*** Opening of EXCERPTED DATA ***

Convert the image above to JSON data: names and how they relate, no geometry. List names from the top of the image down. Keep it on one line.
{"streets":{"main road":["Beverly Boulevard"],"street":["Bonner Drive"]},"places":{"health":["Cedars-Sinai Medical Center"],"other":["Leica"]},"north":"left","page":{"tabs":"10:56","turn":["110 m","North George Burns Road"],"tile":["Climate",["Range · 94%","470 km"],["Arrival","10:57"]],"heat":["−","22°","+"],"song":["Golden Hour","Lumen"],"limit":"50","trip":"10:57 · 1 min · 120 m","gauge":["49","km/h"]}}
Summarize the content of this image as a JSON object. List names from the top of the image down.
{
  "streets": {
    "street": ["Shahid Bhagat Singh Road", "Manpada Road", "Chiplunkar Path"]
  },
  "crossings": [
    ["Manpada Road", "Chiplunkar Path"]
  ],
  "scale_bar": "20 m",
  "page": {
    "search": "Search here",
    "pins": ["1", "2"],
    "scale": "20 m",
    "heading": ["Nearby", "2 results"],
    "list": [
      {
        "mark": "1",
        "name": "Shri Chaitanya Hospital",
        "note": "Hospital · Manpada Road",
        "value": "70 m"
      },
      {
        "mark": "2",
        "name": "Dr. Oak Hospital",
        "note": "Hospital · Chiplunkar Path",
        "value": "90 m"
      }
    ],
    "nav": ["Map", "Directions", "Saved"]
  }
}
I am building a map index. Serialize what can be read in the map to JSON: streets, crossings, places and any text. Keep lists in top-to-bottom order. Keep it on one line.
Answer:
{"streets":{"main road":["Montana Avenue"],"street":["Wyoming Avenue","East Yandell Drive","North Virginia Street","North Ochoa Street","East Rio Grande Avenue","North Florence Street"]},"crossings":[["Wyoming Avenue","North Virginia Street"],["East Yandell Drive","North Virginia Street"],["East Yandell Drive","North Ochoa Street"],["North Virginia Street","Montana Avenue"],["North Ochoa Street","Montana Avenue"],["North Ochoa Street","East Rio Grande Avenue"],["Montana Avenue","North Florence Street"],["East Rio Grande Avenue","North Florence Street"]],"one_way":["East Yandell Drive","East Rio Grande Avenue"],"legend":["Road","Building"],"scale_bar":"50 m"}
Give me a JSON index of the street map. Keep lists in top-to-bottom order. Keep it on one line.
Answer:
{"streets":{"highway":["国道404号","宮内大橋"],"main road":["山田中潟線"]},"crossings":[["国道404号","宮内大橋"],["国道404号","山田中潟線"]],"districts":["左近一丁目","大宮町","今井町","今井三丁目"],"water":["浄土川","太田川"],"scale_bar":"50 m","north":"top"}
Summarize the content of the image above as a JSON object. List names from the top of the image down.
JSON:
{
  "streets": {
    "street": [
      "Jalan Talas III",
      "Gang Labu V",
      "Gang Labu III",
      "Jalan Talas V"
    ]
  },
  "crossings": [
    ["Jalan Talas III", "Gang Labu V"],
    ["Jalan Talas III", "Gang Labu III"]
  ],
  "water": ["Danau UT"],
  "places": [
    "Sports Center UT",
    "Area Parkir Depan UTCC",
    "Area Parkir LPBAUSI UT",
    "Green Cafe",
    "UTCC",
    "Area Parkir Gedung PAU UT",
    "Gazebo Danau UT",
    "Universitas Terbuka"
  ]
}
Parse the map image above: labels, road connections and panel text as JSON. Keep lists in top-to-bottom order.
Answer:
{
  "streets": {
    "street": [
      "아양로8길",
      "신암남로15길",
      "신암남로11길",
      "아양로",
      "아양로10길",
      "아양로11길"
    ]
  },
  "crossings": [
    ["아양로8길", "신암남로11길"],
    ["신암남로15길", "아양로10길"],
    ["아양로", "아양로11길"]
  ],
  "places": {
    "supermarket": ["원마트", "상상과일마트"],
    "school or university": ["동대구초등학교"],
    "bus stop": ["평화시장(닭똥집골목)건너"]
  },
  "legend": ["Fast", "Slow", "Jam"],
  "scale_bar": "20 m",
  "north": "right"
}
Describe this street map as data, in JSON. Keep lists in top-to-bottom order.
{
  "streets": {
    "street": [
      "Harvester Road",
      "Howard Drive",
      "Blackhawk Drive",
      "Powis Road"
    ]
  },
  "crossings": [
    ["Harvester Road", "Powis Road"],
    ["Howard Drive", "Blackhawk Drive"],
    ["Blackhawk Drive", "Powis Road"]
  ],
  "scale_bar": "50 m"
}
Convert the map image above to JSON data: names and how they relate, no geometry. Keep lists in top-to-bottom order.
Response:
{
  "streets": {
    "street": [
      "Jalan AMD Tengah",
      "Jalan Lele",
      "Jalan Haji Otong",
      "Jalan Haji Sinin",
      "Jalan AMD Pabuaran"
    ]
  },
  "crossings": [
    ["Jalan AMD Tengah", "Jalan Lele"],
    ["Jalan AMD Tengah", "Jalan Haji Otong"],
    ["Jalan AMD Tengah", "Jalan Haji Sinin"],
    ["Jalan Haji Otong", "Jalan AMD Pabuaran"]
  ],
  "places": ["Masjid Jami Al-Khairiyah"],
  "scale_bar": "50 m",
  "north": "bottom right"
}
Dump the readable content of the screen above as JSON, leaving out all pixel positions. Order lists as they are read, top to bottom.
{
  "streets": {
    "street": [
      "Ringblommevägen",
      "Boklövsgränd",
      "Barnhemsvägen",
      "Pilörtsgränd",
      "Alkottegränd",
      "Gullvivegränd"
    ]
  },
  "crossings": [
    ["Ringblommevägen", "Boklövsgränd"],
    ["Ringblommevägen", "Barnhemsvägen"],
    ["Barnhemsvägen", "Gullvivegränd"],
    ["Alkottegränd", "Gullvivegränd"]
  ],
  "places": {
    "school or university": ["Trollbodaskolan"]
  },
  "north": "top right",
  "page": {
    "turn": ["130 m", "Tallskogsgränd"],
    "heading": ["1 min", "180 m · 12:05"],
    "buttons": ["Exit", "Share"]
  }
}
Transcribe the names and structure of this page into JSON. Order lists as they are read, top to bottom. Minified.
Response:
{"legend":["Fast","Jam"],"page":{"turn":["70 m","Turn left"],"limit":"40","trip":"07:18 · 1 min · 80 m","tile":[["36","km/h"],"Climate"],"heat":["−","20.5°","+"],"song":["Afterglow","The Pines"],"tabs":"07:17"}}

*** Close of EXCERPTED DATA ***

• TASK GOAL
Print out the listing in full, exactly as it appears.

• RESULT
Convert the image above to JSON data: names and how they relate, no geometry. List names from the top of the image down. Keep it on one line.
{"streets":{"main road":["Beverly Boulevard"],"street":["Bonner Drive"]},"places":{"health":["Cedars-Sinai Medical Center"],"other":["Leica"]},"north":"left","page":{"tabs":"10:56","turn":["110 m","North George Burns Road"],"tile":["Climate",["Range · 94%","470 km"],["Arrival","10:57"]],"heat":["−","22°","+"],"song":["Golden Hour","Lumen"],"limit":"50","trip":"10:57 · 1 min · 120 m","gauge":["49","km/h"]}}
Summarize the content of this image as a JSON object. List names from the top of the image down.
{
  "streets": {
    "street": ["Shahid Bhagat Singh Road", "Manpada Road", "Chiplunkar Path"]
  },
  "crossings": [
    ["Manpada Road", "Chiplunkar Path"]
  ],
  "scale_bar": "20 m",
  "page": {
    "search": "Search here",
    "pins": ["1", "2"],
    "scale": "20 m",
    "heading": ["Nearby", "2 results"],
    "list": [
      {
        "mark": "1",
        "name": "Shri Chaitanya Hospital",
        "note": "Hospital · Manpada Road",
        "value": "70 m"
      },
      {
        "mark": "2",
        "name": "Dr. Oak Hospital",
        "note": "Hospital · Chiplunkar Path",
        "value": "90 m"
      }
    ],
    "nav": ["Map", "Directions", "Saved"]
  }
}
I am building a map index. Serialize what can be read in the map to JSON: streets, crossings, places and any text. Keep lists in top-to-bottom order. Keep it on one line.
Answer:
{"streets":{"main road":["Montana Avenue"],"street":["Wyoming Avenue","East Yandell Drive","North Virginia Street","North Ochoa Street","East Rio Grande Avenue","North Florence Street"]},"crossings":[["Wyoming Avenue","North Virginia Street"],["East Yandell Drive","North Virginia Street"],["East Yandell Drive","North Ochoa Street"],["North Virginia Street","Montana Avenue"],["North Ochoa Street","Montana Avenue"],["North Ochoa Street","East Rio Grande Avenue"],["Montana Avenue","North Florence Street"],["East Rio Grande Avenue","North Florence Street"]],"one_way":["East Yandell Drive","East Rio Grande Avenue"],"legend":["Road","Building"],"scale_bar":"50 m"}
Give me a JSON index of the street map. Keep lists in top-to-bottom order. Keep it on one line.
Answer:
{"streets":{"highway":["国道404号","宮内大橋"],"main road":["山田中潟線"]},"crossings":[["国道404号","宮内大橋"],["国道404号","山田中潟線"]],"districts":["左近一丁目","大宮町","今井町","今井三丁目"],"water":["浄土川","太田川"],"scale_bar":"50 m","north":"top"}
Summarize the content of the image above as a JSON object. List names from the top of the image down.
JSON:
{
  "streets": {
    "street": [
      "Jalan Talas III",
      "Gang Labu V",
      "Gang Labu III",
      "Jalan Talas V"
    ]
  },
  "crossings": [
    ["Jalan Talas III", "Gang Labu V"],
    ["Jalan Talas III", "Gang Labu III"]
  ],
  "water": ["Danau UT"],
  "places": [
    "Sports Center UT",
    "Area Parkir Depan UTCC",
    "Area Parkir LPBAUSI UT",
    "Green Cafe",
    "UTCC",
    "Area Parkir Gedung PAU UT",
    "Gazebo Danau UT",
    "Universitas Terbuka"
  ]
}
Parse the map image above: labels, road connections and panel text as JSON. Keep lists in top-to-bottom order.
Answer:
{
  "streets": {
    "street": [
      "아양로8길",
      "신암남로15길",
      "신암남로11길",
      "아양로",
      "아양로10길",
      "아양로11길"
    ]
  },
  "crossings": [
    ["아양로8길", "신암남로11길"],
    ["신암남로15길", "아양로10길"],
    ["아양로", "아양로11길"]
  ],
  "places": {
    "supermarket": ["원마트", "상상과일마트"],
    "school or university": ["동대구초등학교"],
    "bus stop": ["평화시장(닭똥집골목)건너"]
  },
  "legend": ["Fast", "Slow", "Jam"],
  "scale_bar": "20 m",
  "north": "right"
}
Describe this street map as data, in JSON. Keep lists in top-to-bottom order.
{
  "streets": {
    "street": [
      "Harvester Road",
      "Howard Drive",
      "Blackhawk Drive",
      "Powis Road"
    ]
  },
  "crossings": [
    ["Harvester Road", "Powis Road"],
    ["Howard Drive", "Blackhawk Drive"],
    ["Blackhawk Drive", "Powis Road"]
  ],
  "scale_bar": "50 m"
}
Convert the map image above to JSON data: names and how they relate, no geometry. Keep lists in top-to-bottom order.
Response:
{
  "streets": {
    "street": [
      "Jalan AMD Tengah",
      "Jalan Lele",
      "Jalan Haji Otong",
      "Jalan Haji Sinin",
      "Jalan AMD Pabuaran"
    ]
  },
  "crossings": [
    ["Jalan AMD Tengah", "Jalan Lele"],
    ["Jalan AMD Tengah", "Jalan Haji Otong"],
    ["Jalan AMD Tengah", "Jalan Haji Sinin"],
    ["Jalan Haji Otong", "Jalan AMD Pabuaran"]
  ],
  "places": ["Masjid Jami Al-Khairiyah"],
  "scale_bar": "50 m",
  "north": "bottom right"
}
Dump the readable content of the screen above as JSON, leaving out all pixel positions. Order lists as they are read, top to bottom.
{
  "streets": {
    "street": [
      "Ringblommevägen",
      "Boklövsgränd",
      "Barnhemsvägen",
      "Pilörtsgränd",
      "Alkottegränd",
      "Gullvivegränd"
    ]
  },
  "crossings": [
    ["Ringblommevägen", "Boklövsgränd"],
    ["Ringblommevägen", "Barnhemsvägen"],
    ["Barnhemsvägen", "Gullvivegränd"],
    ["Alkottegränd", "Gullvivegränd"]
  ],
  "places": {
    "school or university": ["Trollbodaskolan"]
  },
  "north": "top right",
  "page": {
    "turn": ["130 m", "Tallskogsgränd"],
    "heading": ["1 min", "180 m · 12:05"],
    "buttons": ["Exit", "Share"]
  }
}
Transcribe the names and structure of this page into JSON. Order lists as they are read, top to bottom. Minified.
Response:
{"legend":["Fast","Jam"],"page":{"turn":["70 m","Turn left"],"limit":"40","trip":"07:18 · 1 min · 80 m","tile":[["36","km/h"],"Climate"],"heat":["−","20.5°","+"],"song":["Afterglow","The Pines"],"tabs":"07:17"}}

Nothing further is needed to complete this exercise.